» To do: Count up the lines in the following listing that hold the word "Папића", then give only that count.

» Provided records:

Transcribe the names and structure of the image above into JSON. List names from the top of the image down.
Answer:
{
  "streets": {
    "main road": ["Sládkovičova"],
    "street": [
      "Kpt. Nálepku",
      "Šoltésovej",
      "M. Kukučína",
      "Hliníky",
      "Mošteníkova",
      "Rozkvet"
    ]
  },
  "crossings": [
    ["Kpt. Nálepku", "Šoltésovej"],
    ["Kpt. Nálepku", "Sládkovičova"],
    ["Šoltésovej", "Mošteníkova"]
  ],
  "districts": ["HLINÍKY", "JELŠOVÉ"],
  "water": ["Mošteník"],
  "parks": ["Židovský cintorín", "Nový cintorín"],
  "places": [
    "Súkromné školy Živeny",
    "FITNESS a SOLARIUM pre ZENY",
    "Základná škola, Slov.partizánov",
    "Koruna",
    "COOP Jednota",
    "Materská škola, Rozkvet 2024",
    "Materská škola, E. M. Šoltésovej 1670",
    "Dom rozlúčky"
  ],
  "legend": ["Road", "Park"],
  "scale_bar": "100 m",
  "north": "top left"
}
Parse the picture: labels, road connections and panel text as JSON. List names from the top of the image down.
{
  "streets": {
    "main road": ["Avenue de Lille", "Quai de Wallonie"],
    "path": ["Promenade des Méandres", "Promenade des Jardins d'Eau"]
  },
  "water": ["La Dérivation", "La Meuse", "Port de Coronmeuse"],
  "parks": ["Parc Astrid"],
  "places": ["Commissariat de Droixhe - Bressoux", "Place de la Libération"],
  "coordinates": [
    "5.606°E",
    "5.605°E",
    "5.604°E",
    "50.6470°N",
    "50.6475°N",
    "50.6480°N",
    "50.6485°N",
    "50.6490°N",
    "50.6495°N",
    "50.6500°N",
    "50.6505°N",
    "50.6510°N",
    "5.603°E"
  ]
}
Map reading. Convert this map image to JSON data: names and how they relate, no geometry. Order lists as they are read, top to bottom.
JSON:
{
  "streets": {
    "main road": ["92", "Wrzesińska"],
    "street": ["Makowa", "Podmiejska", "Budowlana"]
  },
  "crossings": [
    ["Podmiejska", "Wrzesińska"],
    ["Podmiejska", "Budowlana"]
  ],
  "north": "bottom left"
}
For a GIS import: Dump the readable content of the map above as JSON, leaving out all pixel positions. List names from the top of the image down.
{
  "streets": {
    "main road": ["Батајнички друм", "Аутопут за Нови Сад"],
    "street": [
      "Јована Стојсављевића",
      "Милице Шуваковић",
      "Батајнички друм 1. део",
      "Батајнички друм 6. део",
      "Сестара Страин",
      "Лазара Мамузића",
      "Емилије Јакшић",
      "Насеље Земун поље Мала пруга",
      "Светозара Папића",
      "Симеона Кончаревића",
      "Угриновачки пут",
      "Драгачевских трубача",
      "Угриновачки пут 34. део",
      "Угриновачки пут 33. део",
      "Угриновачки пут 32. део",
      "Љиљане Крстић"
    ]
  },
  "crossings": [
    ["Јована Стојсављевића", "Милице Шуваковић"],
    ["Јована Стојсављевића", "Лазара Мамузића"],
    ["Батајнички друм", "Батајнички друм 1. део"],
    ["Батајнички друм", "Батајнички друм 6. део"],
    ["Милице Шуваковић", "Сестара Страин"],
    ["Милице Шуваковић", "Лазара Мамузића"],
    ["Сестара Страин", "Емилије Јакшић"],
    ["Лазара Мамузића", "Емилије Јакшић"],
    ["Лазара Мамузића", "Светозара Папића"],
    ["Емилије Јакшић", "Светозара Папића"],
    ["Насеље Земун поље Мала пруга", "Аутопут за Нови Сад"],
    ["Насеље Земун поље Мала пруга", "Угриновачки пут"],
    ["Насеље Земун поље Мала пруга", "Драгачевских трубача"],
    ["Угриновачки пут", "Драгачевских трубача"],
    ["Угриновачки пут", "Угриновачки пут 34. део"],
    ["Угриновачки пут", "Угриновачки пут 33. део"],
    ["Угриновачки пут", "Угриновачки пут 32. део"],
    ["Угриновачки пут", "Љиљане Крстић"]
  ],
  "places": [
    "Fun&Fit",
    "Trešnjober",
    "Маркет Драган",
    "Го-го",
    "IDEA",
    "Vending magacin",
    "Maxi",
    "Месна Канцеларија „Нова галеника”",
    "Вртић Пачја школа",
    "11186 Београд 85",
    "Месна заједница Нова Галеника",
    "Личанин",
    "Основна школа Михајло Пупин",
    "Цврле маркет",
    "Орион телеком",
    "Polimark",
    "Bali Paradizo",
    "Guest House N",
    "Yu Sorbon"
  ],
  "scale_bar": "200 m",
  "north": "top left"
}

» Reply: 3